La cultura de los aficionados al Deportivo Alavés, conocidos cariñosamente como los Babazorros, está impregnada de un sentido de comunidad y tradición que se intensifica durante los derbis vascos contra el Athletic Club. Vitoria-Gasteiz, una ciudad con una rica historia futbolística, se transforma en un hervidero de emociones cada vez que estos dos equipos se enfrentan.
Uno de los rituales más emblemáticos es el desfile de aficionados que comienza horas antes del partido. Los hinchas se visten con los colores azul y blanco del Alavés, llenando las calles de la ciudad con cánticos y banderas. Este ambiente festivo se amplifica cuando se acercan a Mendizorroza, el hogar del Alavés, donde el bullicio de la afición se mezcla con el sonido de los tambores y las trompetas de las peñas locales.
Al llegar al estadio, los aficionados participan en un ritual que se ha vuelto icónico: la 'olla' de la afición, donde los hinchas se agrupan al aire libre, compartiendo comida y bebida, creando un lazo que va más allá del fútbol. Las peñas, como la Peña Babazorros o la Peña Txuriurdin, juegan un papel fundamental en la creación de este ambiente, organizando actividades y animaciones que contribuyen a la atmósfera vibrante de los días de partido.
El momento culminante llega cuando los aficionados se reúnen en las gradas de Mendizorroza, donde la pasión se desata.
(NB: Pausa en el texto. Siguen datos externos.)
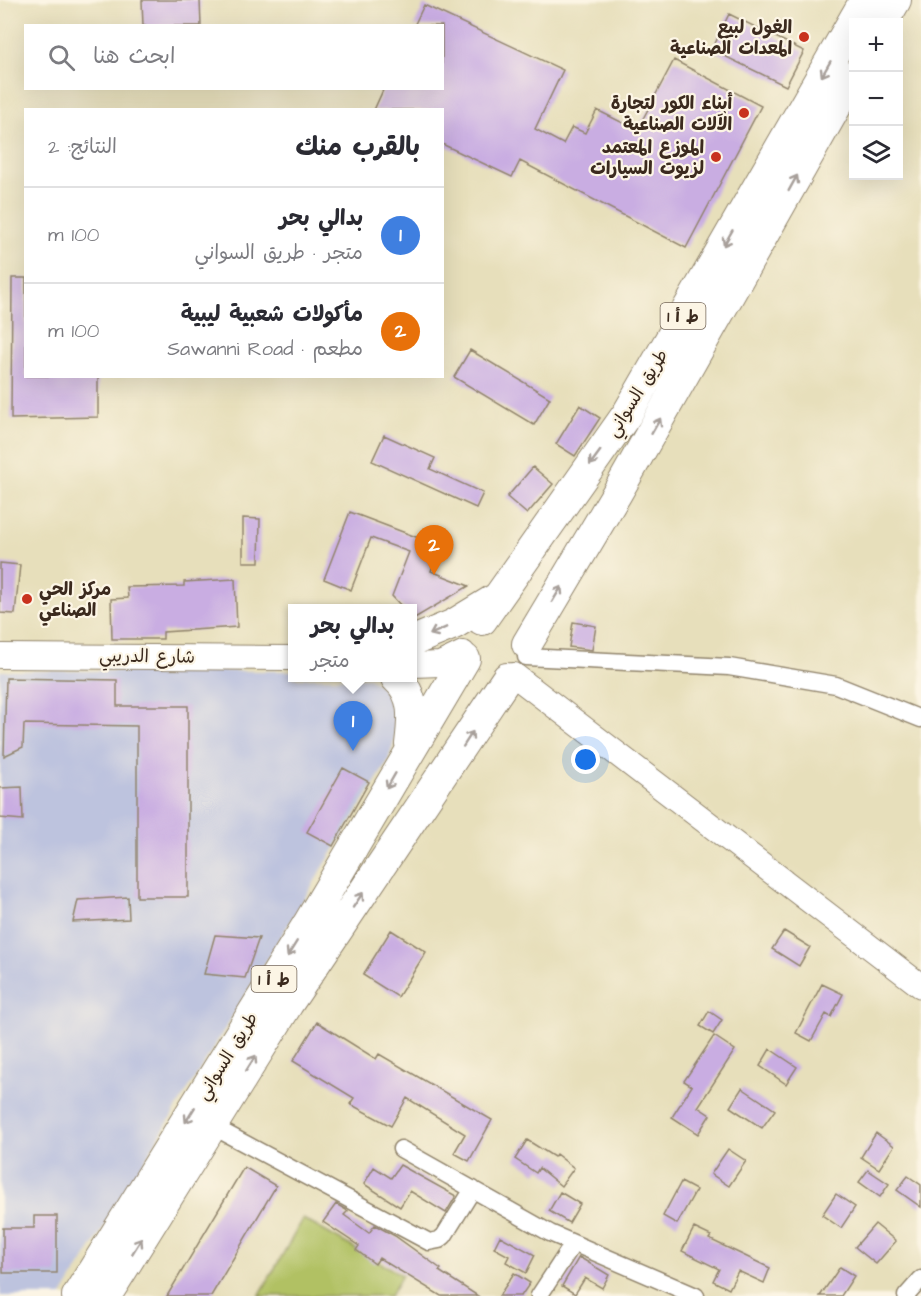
<!DOCTYPE html>
<html lang="ar">
<head>
<meta charset="utf-8">
<style>
	body { margin:0; font-family:"Architects Daughter","Playpen Sans Arabic",sans-serif; background:#f2f2f3; color:#2b2b33; direction:rtl }
	.controls { position:absolute; right:18px; top:18px; display:grid; overflow:hidden; border-radius:0px; box-shadow:0 6px 24px #0002 }
	.controls button { width:54px; height:54px; display:grid; place-items:center; padding:0; border:0; border-bottom:2px solid #e1e1e2; background:#fff; color:#2b2b33; font:30px sans-serif }
	.you { position:absolute; left:586px; top:760px; width:21px; height:21px; margin:-15px; border:4px solid #fff; border-radius:50%; background:#1a73e8; box-shadow:0 0 0 9px #1a73e833 }
	.badge { display:grid; place-items:center; width:39px; height:39px; border-radius:50%; background:#1a73e8; color:#fff; font-size:20px; font-weight:700 }
	.pin { position:absolute; translate:-50% -50px; filter:drop-shadow(0 2px 3px #0008) }
	.pin::after { content:''; position:absolute; top:32px; width:21px; height:18px; background:inherit; clip-path:polygon(0 0,100% 0,50% 100%) }
	.popup { position:absolute; left:288px; top:604px; width:129px; height:78px; box-sizing:border-box; display:grid; place-content:center; border-radius:0px; background:#fff; filter:drop-shadow(0 2px 4px #0005); font-size:20px; white-space:nowrap; color:#7c7c81 }
	.popup b { font-size:22px; color:#2b2b33 }
	.popup::after { content:''; position:absolute; left:50%; top:100%; margin-left:-12px; border:12px solid transparent; border-top-color:#fff }
	.list { margin:0; padding:0; list-style:none }
	h2 { display:flex; justify-content:space-between; align-items:center; height:78px; margin:0; padding:0 24px; font-size:26px }
	h2 small { font-size:20px; font-weight:400; color:#7c7c81 }
	.list li { display:grid; grid-template-columns:39px 1fr auto; gap:18px; align-items:center; box-sizing:border-box; height:96px; padding:0 24px; border-top:2px solid #e1e1e2 }
	.list b { display:block; font-size:22px; white-space:nowrap }
	.list p { margin:0; font-size:20px; white-space:nowrap; color:#7c7c81 }
	.list em { font-size:20px; font-style:normal; color:#7c7c81 }
	.icon { flex:none; width:33px; height:33px; fill:none; stroke:currentColor; stroke-width:2; stroke-linecap:round; stroke-linejoin:round }
	.map { position:relative; flex:none; width:921px; height:1296px; overflow:hidden; direction:ltr }
	.search { position:absolute; background:#fff; box-shadow:0 6px 24px #0002; left:24px; top:24px; width:420px; height:66px; display:flex; align-items:center; gap:15px; box-sizing:border-box; padding:0 21px; border-radius:0px; color:#7c7c81; font-size:22px }
	.panel { position:absolute; background:#fff; box-shadow:0 6px 24px #0002; left:24px; top:108px; width:420px; height:270px; border-radius:0px; direction:rtl }
	.map>svg:first-child { display:block }
	.industrial { fill:#bdc3de }
	.green { fill:#b1c163; stroke:#767640; stroke-width:1.5 }
	.building { fill:#c9ade2 }
	.lines { fill:none; stroke-linecap:round; stroke-linejoin:round }
	.street-casing { stroke:#91846c; stroke-width:19 }
	.secondary-casing { stroke:#91846c; stroke-width:26 }
	.highway-casing { stroke:#91846c; stroke-width:32 }
	.street { stroke:#fff; stroke-width:16 }
	.secondary { stroke:#fff; stroke-width:24 }
	.highway { stroke:#fff; stroke-width:30 }
	.oneway { stroke:#a79f9a }
	.poi-dot { fill:#c8321e; stroke:#fcf5e5; stroke-width:2 }
	.labels { text-anchor:middle; stroke-width:4.5; stroke-linejoin:round; paint-order:stroke }
	.shield { fill:#fcf5e5; stroke:#75675a; stroke-width:1.5 }
	.shield-label { font-size:16px; font-weight:bold; fill:#3b2a1e }
	.poi-label { font-size:18px; font-weight:bold; fill:#3b2a1e; stroke:#fcf5e5; text-anchor:end }
	.street-label { font-size:18px; fill:#3b2a1e; stroke:#fcf5e5 }
</style>
</head>
<body>
<div class="map">
<svg width="921" height="1296" viewBox="0 0 921 1296">
	<rect width="100%" height="100%" fill="#fcf5e5"/>
	<filter id="ink" filterUnits="userSpaceOnUse"><feTurbulence type="fractalNoise" baseFrequency=".0167" numOctaves="2"/><feDisplacementMap in="SourceGraphic" scale="12" xChannelSelector="R" yChannelSelector="G"/><feConvolveMatrix kernelMatrix="1 2 1 2 8 2 1 2 1" color-interpolation-filters="sRGB"/></filter>
	<filter id="wash" filterUnits="userSpaceOnUse"><feTurbulence type="fractalNoise" baseFrequency=".008" numOctaves="4" result="noise"/><feDisplacementMap in="SourceGraphic" scale="24" xChannelSelector="R" yChannelSelector="G"/><feGaussianBlur stdDeviation="1.35" result="paint"/><feColorMatrix in="noise" values="0 0 0 0 0 0 0 0 0 0 0 0 0 0 0 0 0 1.4 0 .05"/><feComposite in="paint" operator="in"/></filter>
	<g filter="url(#wash)">
		<rect width="100%" height="100%" fill="#e7dfbb"/>
		<path class="industrial" d="M0,671H293V678H369L382,686L395,712V738L388,761L62,1296H0Z"/>
		<path class="green" d="M303,1219L402,1275L390,1296H259Z"/>
		<g id="blocks">
			<path class="building" d="M142,0H200L201,26H143Z
				M424,5L563,70L535,129L563,144L572,127L585,133L597,110L637,130L674,60L761,106L686,248L520,161L512,177L442,144V110H374L384,88H442V26H414Z
				M729,14L804,51L786,86L712,50Z
				M12,278H26V376H98V417L11,419Z
				M470,350L550,398L534,425L454,377Z
				M580,405L600,418L575,456L556,444Z
				M384,435L435,458L430,469L483,493L476,508L372,461Z
				M533,467L553,484L527,514L507,497Z
				M350,512L440,546L431,571L469,586L413,619V609H404L392,596L409,552L371,538L351,590L324,579Z
				M243,518L260,519L259,562H243Z
				M0,563L20,565L15,614L0,613Z
				M235,579L237,627L163,632V639H112L111,599L128,598L127,587L184,586V582Z
				M573,622L596,626L592,650L569,647Z
				M6,678L117,680V706H188V897H137V726L24,724L23,747L4,756Z
				M343,768L369,782L333,846L307,832Z
				M22,787L23,820L0,818V788Z
				M128,897L129,919L73,922L78,900Z
				M391,930L426,952L398,997L363,975Z
				M784,931L810,947L799,966L772,949Z
				M215,935L259,938L245,978L204,974Z
				M822,984L843,994L831,1017L826,1014L811,1041L796,1033Z
				M709,1011L722,1020L713,1034L700,1026Z
				M317,1022L376,1059L379,1054L492,1120L469,1161L454,1153L465,1134L407,1098L391,1126L350,1104L354,1098L293,1061Z
				M714,1036L735,1050L698,1107L710,1115L698,1134L672,1117L692,1086L684,1081Z
				M770,1049L797,1067L786,1084L760,1066Z
				M742,1088L775,1110L762,1128L730,1107Z
				M876,1133L894,1146L879,1169L861,1157Z
				M527,1140L554,1157L556,1154L574,1168L561,1186L539,1168L536,1173L515,1159Z
				M728,1149L746,1161L729,1186L711,1174Z
				M400,1165L456,1196L446,1213L410,1191L400,1207L364,1184L374,1167L391,1178Z
				M244,1167L276,1186L211,1296H167Z
				M868,1170L889,1184L880,1197L859,1182Z
				M908,1176L921,1185V1207L897,1190Z
				M681,1182L696,1190L677,1224L663,1216Z
				M560,1192L580,1204L569,1223L549,1211Z
				M836,1194L855,1207L841,1228L822,1215Z
				M336,1204L348,1211L344,1215L369,1233L375,1225L395,1236L441,1269L439,1271L478,1296H441L379,1258L375,1264L356,1250L359,1246L323,1222Z
				M34,1216H57V1273H3V1228H34Z
				M875,1224L896,1241L876,1264L855,1247Z
				M694,1228L711,1236L709,1239L770,1268L764,1283L738,1271L729,1289L713,1281L719,1269L682,1251Z
				M500,1236L535,1255L526,1273L506,1262L509,1256L494,1248Z
				M579,1257L609,1275L602,1288L585,1278L575,1294L562,1286Z
				M840,1267L854,1276L841,1296H820Z
				M514,1273L530,1283L521,1296H499Z"/>
		</g>
	</g>
	<g filter="url(#ink)">
		<use href="#blocks" fill-opacity="0" stroke="#91846c" stroke-width="1.5"/>
		<g class="lines">
			<g class="street-casing">
				<path id="street" d="M526,657L729,667L836,685L921,719
					M212,1126L429,1242L439,1240L444,1236L473,1189
					M401,1149L550,1233L696,1296
					M539,1296L573,1244
					M906,1296L921,1279"/>
			</g>
			<g class="secondary-casing">
				<path id="secondary" d="M0,656L293,658
					M413,665L440,664L463,653
					M514,675L921,986"/>
			</g>
			<g class="highway-casing">
				<path id="highway" d="M883,22L896,0
					M482,620L627,414L865,0
					M413,641L454,624L495,599
					M527,644L617,493L854,75
					M396,678C416,695 413,720 410,744
					M77,1296L309,922L465,659
					M106,1296L288,1004L507,678"/>
			</g>
			<use href="#street" class="street"/>
			<use href="#secondary" class="secondary"/>
			<use href="#highway" class="highway"/>
		</g>
		<defs><path id="oneway-shaft" d="M-6 0H5M1.5-3L5.5 0L1.5 3" fill="none" stroke-width="1.6" stroke-linecap="round" stroke-linejoin="round" transform="scale(1.5)"/></defs>
		<g class="oneway">
			<use href="#oneway-shaft" transform="translate(826 69) rotate(120)"/>
			<use href="#oneway-shaft" transform="translate(793 183) rotate(-61)"/>
			<use href="#oneway-shaft" transform="translate(728 238) rotate(120)"/>
			<use href="#oneway-shaft" transform="translate(656 426) rotate(-60)"/>
			<use href="#oneway-shaft" transform="translate(595 458) rotate(126)"/>
			<use href="#oneway-shaft" transform="translate(557 594) rotate(-59)"/>
			<use href="#oneway-shaft" transform="translate(438 631) rotate(156)"/>
			<use href="#oneway-shaft" transform="translate(468 739) rotate(-57)"/>
			<use href="#oneway-shaft" transform="translate(391 781) rotate(120)"/>
			<use href="#oneway-shaft" transform="translate(358 900) rotate(-56)"/>
			<use href="#oneway-shaft" transform="translate(292 949) rotate(122)"/>
			<use href="#oneway-shaft" transform="translate(251 1063) rotate(-58)"/>
			<use href="#oneway-shaft" transform="translate(190 1115) rotate(122)"/>
			<use href="#oneway-shaft" transform="translate(137 1246) rotate(-58)"/>
		</g>
	</g>
	<g class="poi-dot">
		<circle cx="804" cy="37" r="6"/>
		<circle cx="744" cy="113" r="6"/>
		<circle cx="716" cy="157" r="6"/>
		<circle cx="27" cy="599" r="6"/>
	</g>
	<g class="labels">
		<g class="shield">
			<rect x="660.5" y="303" width="45" height="26" rx="4.5"/>
			<rect x="251.5" y="966" width="45" height="26" rx="4.5"/>
		</g>
		<g class="shield-label">
			<text x="683" y="322">ط أ 1</text>
			<text x="274" y="985">ط أ 1</text>
		</g>
		<g class="poi-label">
			<text x="792" y="33">الغول لبيع<tspan x="792" dy="21">المعدات الصناعية</tspan></text>
			<text x="732" y="109">أبناء الكور لتجارة<tspan x="732" dy="21">الاَلات الصناعية</tspan></text>
			<text x="704" y="153">الموزع المعتمد<tspan x="704" dy="21">لزيوت السيارات</tspan></text>
			<text x="39" y="595" text-anchor="start">مركز الحي<tspan x="39" dy="21">الصناعي</tspan></text>
		</g>
		<g class="street-label">
			<text transform="translate(637 393) rotate(-58)" y="6">طريق السواني</text>
			<text transform="translate(147 656) rotate(1)" y="6">شارع الدريبي</text>
			<text transform="translate(227 1056) rotate(-58)" y="6">طريق السواني</text>
		</g>
	</g>
</svg>
<div class="controls">
<button>+</button>
<button>−</button>
<button><svg class="icon" aria-label="layers" viewBox="0 0 24 24"><path d="M12 4l9 5-9 5-9-5zM3 14l9 5 9-5"/></svg></button>
</div>
<div class="you"></div>
<div class="pin badge" style="left:353px;top:751px;background:#3f7fe0">1</div>
<div class="popup"><b>بدالي بحر</b>متجر</div>
<div class="pin badge" style="left:434px;top:575px;background:#e8710a">2</div>
<div class="search"><svg class="icon" aria-label="search" viewBox="0 0 24 24"><circle cx="10" cy="10" r="6"/><path d="M15 15l6 6"/></svg>ابحث هنا</div>
<section class="panel">
<h2>بالقرب منك<small>النتائج: 2</small></h2>
<ul class="list">
<li><span class="badge" style="background:#3f7fe0">1</span><div><b>بدالي بحر</b><p>متجر · طريق السواني</p></div><em>100 m</em></li>
<li><span class="badge" style="background:#e8710a">2</span><div><b>مأكولات شعبية ليبية</b><p>مطعم · Sawanni Road</p></div><em>100 m</em></li>
</ul>
</section>
</div>
</body>
</html>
Cada gol del Alavés se celebra como una victoria personal, con un estruendo de vítores y cánticos que resuena por toda la ciudad. La rivalidad con el Athletic Club añade un nivel extra de intensidad, haciendo que cada encuentro sea una batalla épica por el orgullo local.
Durante el partido, los hinchas exhiben una creatividad desbordante en la creación de pancartas y tifos, que reflejan la identidad y la historia del club. Estas demostraciones visuales no solo animan a los jugadores, sino que también solidifican el sentido de pertenencia que sienten los aficionados por su equipo. La conexión emocional entre la afición y el Alavés es palpable, y cada encuentro se convierte en una celebración de su amor por el fútbol y su comunidad.
Más allá de los 90 minutos de juego, la afición del Alavés se mantiene unida, viviendo cada triunfo y derrota como una familia. La cultura del Alavés no solo se basa en el deporte, sino en la creación de recuerdos y la construcción de una historia compartida que se transmite de generación en generación. En un mundo donde el fútbol profesional a menudo se ve eclipsado por el dinero y la comercialización, los Babazorros destacan como un ejemplo de la pasión y la autenticidad que el fútbol puede ofrecer.
En resumen, ser parte de un derbi vasco en Vitoria-Gasteiz significa mucho más que simplemente asistir a un partido; es sumergirse en una rica tradición de apoyo y camaradería que define lo que significa ser un Babazzorro. Cada encuentro es una oportunidad para celebrar la identidad y la cultura de la afición del Alavés, manteniendo vivas las tradiciones que han dado forma al club a lo largo de los años.